Post by falvegas » Tue Nov 17, 2009 7:22 pm

Buttermilk Brine for Turkey
Williams Sonoma

The only Turkey Brine I ever considered was the W. Sonoma Buttermilk Brine, and I would use it only if I purchased a 'Free Range' Turkey or a game bird. Likely Fresh and Free Range Turkeys are the best (Most Frozen are already Brined and/or Injected) . I already have a method for getting around the problem of the breast meat being done to almost extinction before the Hind Quarters are cooked BUT for those interested in Brining I've included the Buttermilk Brine recipe here and the William Sonoma site link.
Turkey in a saltwater brine produces tender, juicy meat. In this recipe our brine mixture also includes buttermilk, which adds flavor to the turkey and helps keep the meat moist.
http://www.williams-sonoma.com/recipe/b ... urkey.html

Ingredients:
1 1/2 cups turkey brine
1 quart water
4 quarts buttermilk
1 fresh turkey, 16 to 18 lb., neck, heart and gizzard removed (reserved,
if desired)
4 Tbs. (1/2 stick) unsalted butter, at room temperature
Directions:
In a small saucepan over high heat, combine the turkey brine and water and bring to a boil. Reduce the heat to medium-low and simmer, stirring often, until the brine dissolves, 5 to 10 minutes. Let the brine mixture cool to room temperature. In a large pot, stir together the brine mixture and buttermilk.

Rinse the turkey inside and out with cold water and place in a large brining bag. Carefully pour the buttermilk brine mixture into the bag. Seal the bag, pressing out the air, and place in a large stockpot or other container large enough to hold the turkey. Refrigerate for 24 to 36 hours, turning occasionally.

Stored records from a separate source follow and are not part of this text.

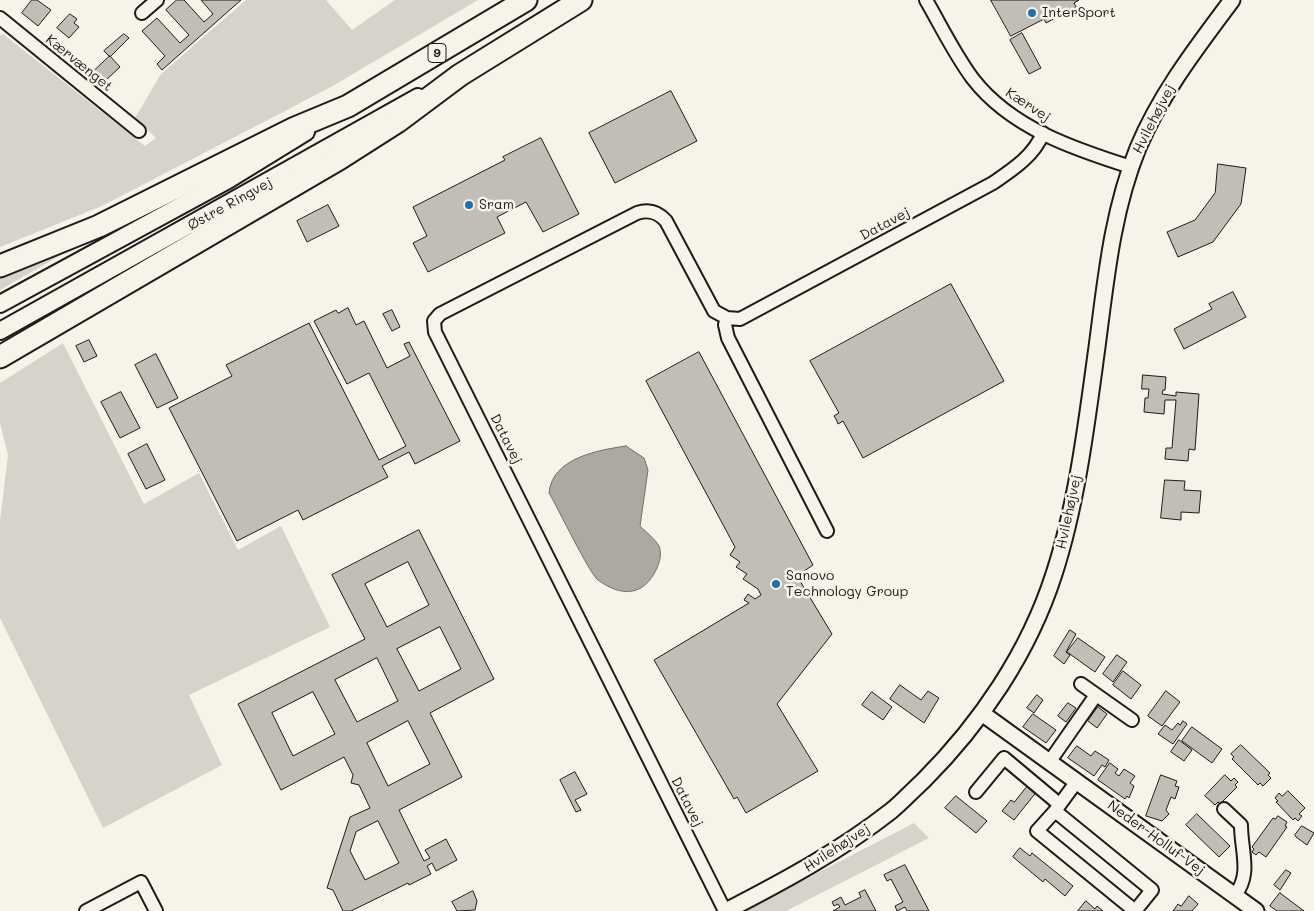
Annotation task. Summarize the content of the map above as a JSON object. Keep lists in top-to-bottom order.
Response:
{
  "streets": {
    "highway": ["9"],
    "main road": ["Østre Ringvej"],
    "street": [
      "Kærvænget",
      "Kærvej",
      "Hvilehøjvej",
      "Datavej",
      "Neder-Holluf-Vej"
    ]
  },
  "crossings": [
    ["9", "Østre Ringvej"],
    ["Kærvej", "Hvilehøjvej"],
    ["Kærvej", "Datavej"],
    ["Hvilehøjvej", "Datavej"],
    ["Hvilehøjvej", "Neder-Holluf-Vej"]
  ],
  "places": ["InterSport", "Sram", "Sanovo Technology Group"]
}
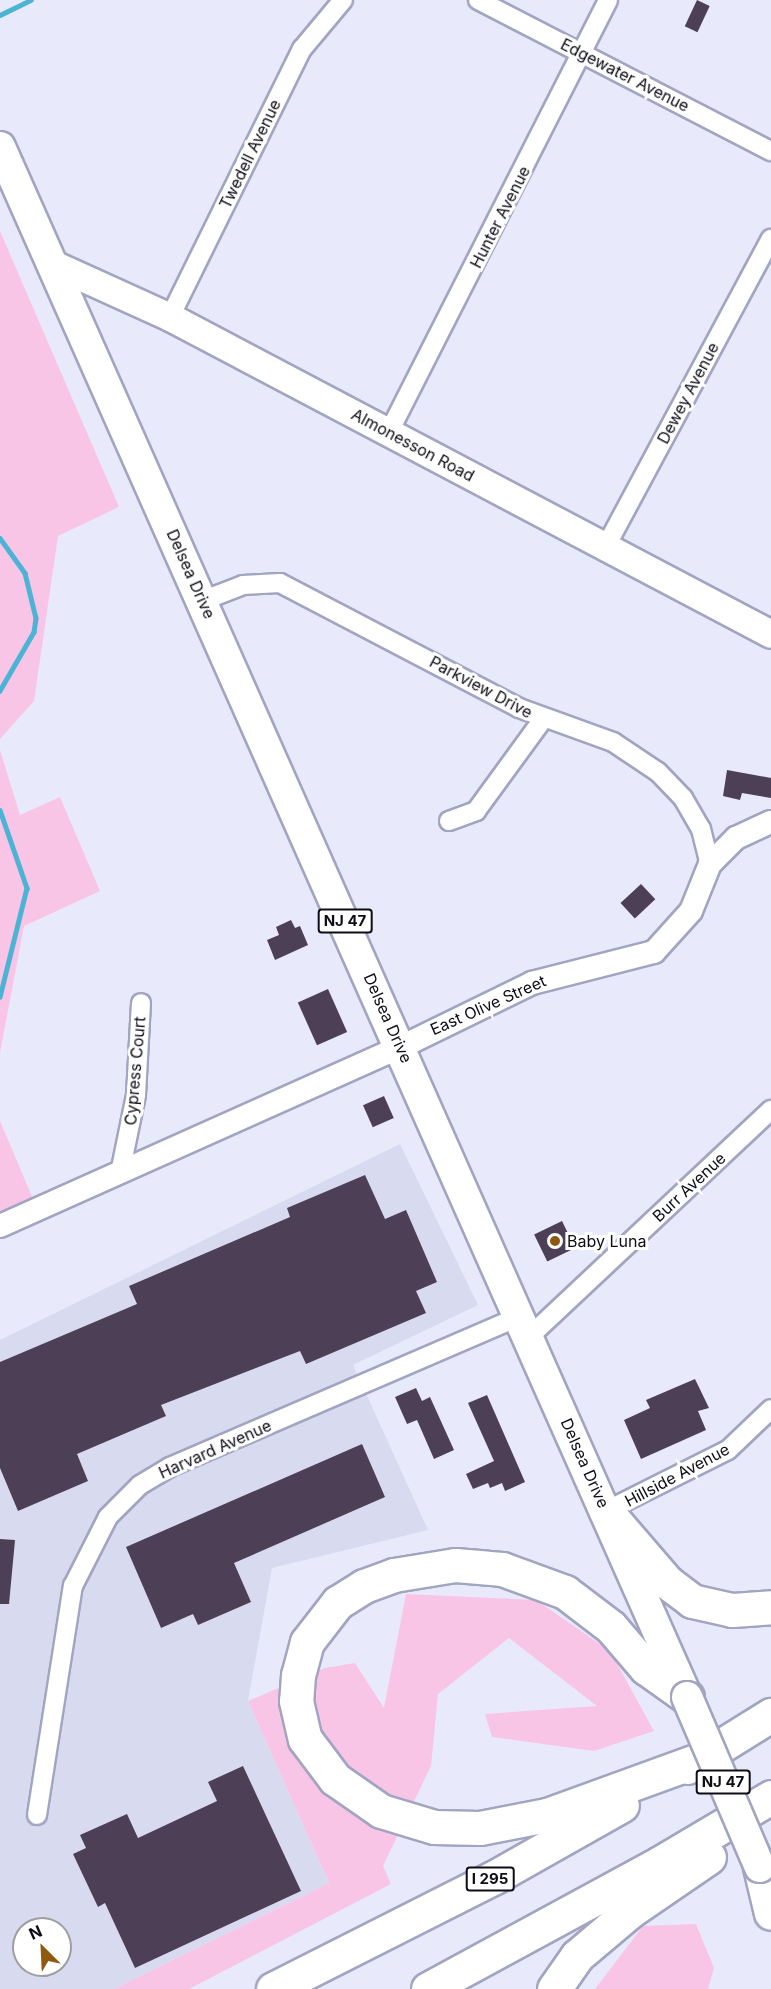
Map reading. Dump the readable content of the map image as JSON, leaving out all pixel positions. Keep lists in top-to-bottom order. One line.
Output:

Remove the turkey from the brine; discard the brine. Rinse the turkey inside and out with cold water and pat dry with paper towels. Trim off and discard the excess fat. Place the turkey, breast side up, on a rack in a large roasting pan. Rub the skin evenly with the butter. Truss the turkey as desired using kitchen twine. Let the turkey stand at room temperature for 1 hour.

Position a rack in the lower third of an oven and preheat to 400°F.

Roast the turkey for 30 minutes. Reduce the oven temperature to 325ºF and continue roasting, basting every 30 minutes with the pan juices. If the breast begins to cook too quickly, tent it loosely with aluminum foil. After about 2 hours of total roasting time, begin testing for doneness by inserting an instant-read thermometer into the thickest part of the breast and thigh, away from the bone. The breast should register 165°F and the thigh, 175°F. Total roasting time should be 3 to 4 hours.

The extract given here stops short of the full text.